Scotframe leads a list of generous donorst

It was a particularly special birthday party that Bob Davis held for his 26-year-old daughter Emily in December 2015 - a brilliant disco evening in the new safe play space that he and his team at Scottish charity Play Alloa have just created.

It was special for a number of reasons: Emily has had severe learning difficulties and mobility issues since birth; and companies such as Scotframe, the UK's leading full kit timber frame manufacturer, and many others have pulled together to build the new haven for her and children who face similar challenges.

The new space at Play Alloa, the leading provider of play and social opportunities for children and adults with disabilities and additional support needs within Clackmannanshire, measures a generous 10 metres by 5 metres and is warm, secure and comfortable.

Bob, who moved to Scotland 25 years ago to find good schooling for Emily, said: "We call the new space our Wee Big Build. It is used by all age groups in Play Alloa, but for the young adults, it is like a common room at school, where they are in charge.

"Donors have been more than forthcoming and we have been able to provide them with table football, a pool table and a wide screen TV so that they can use their wii and computer games."

Bob, who is chairman of Play Alloa, is also membership manager of the Structural Timber Association and he used his connections within the construction industry in Scotland to make the dream come true for the 145 families in the area which the charity supports.

He said: "We moved into our new premises in Broad Street in Alloa, supported by the local authority, and the premises included a walled garden area. We needed more private space for young adults, somewhere they could decorate themselves and chill out.

"I spoke to a local architect and he designed a building which I submitted for planning permission. Then I took it to Scotframe, with whom I have worked in the past, and they immediately offered to provide the kit for the building for free.

"That was the catalyst, the key if you like, and once Scotframe were on board the offers of help in creating the play space poured in."

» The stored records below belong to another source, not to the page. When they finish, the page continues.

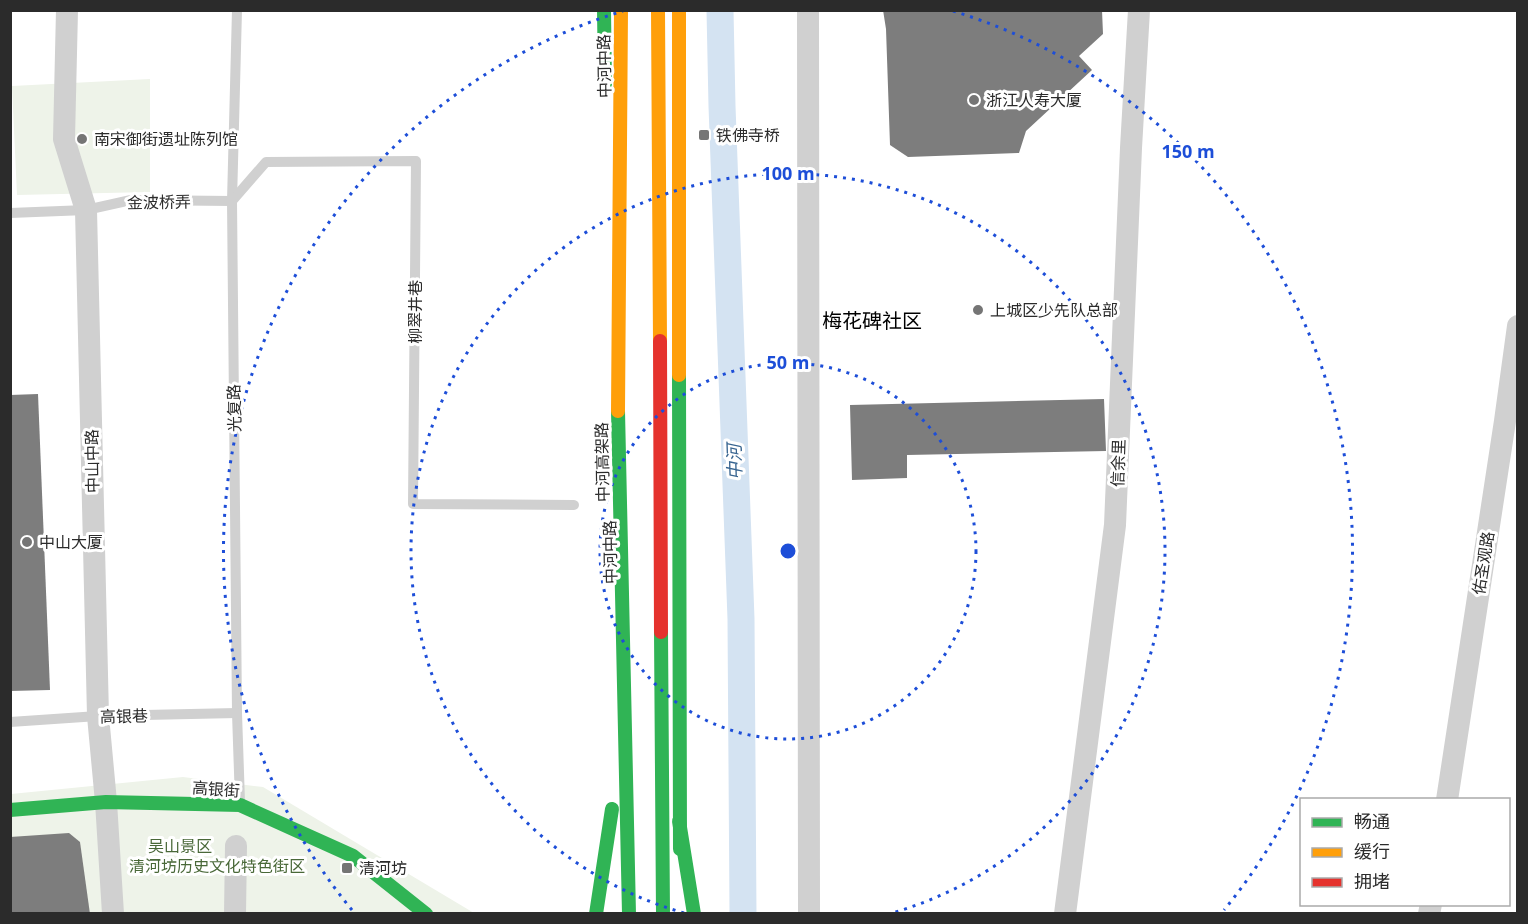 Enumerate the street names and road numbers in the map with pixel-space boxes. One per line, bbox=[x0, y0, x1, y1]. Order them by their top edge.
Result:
street label: 中河中路 bbox=[592, 34, 616, 98]
street label: 金波桥弄 bbox=[127, 190, 191, 214]
street label: 柳翠井巷 bbox=[404, 280, 426, 344]
street label: 光复路 bbox=[223, 384, 245, 432]
street label: 中河高架路 bbox=[590, 422, 614, 502]
street label: 中山中路 bbox=[80, 429, 104, 493]
street label: 信余里 bbox=[1106, 439, 1130, 487]
street label: 中河中路 bbox=[598, 520, 622, 584]
street label: 佑圣观路 bbox=[1467, 530, 1499, 596]
street label: 高银巷 bbox=[100, 705, 148, 727]
street label: 高银街 bbox=[191, 776, 241, 802]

"Scotframe even supplied the final air test which buildings of this nature need on completion - and, needless to say, it passed with flying colours."

He said that Play Alloa now has groups for young adults, teenagers, very young children and, most recently, for mothers and babies. There is now a queue of parents of children with particular needs who are keen to hold parties in the play space.

"When you have a child with say, autism, or attention deficit issues, the fact is that you just stop going to public places for events such as family celebrations. This wonderful new building provides a space where people can meet and interact in comfort and safety.

"I can't thank Scotframe enough for starting the ball rolling on this, and all the others who gave so unstintingly of their time, skills and money. The children and young adults of Play Alloa are in their debt."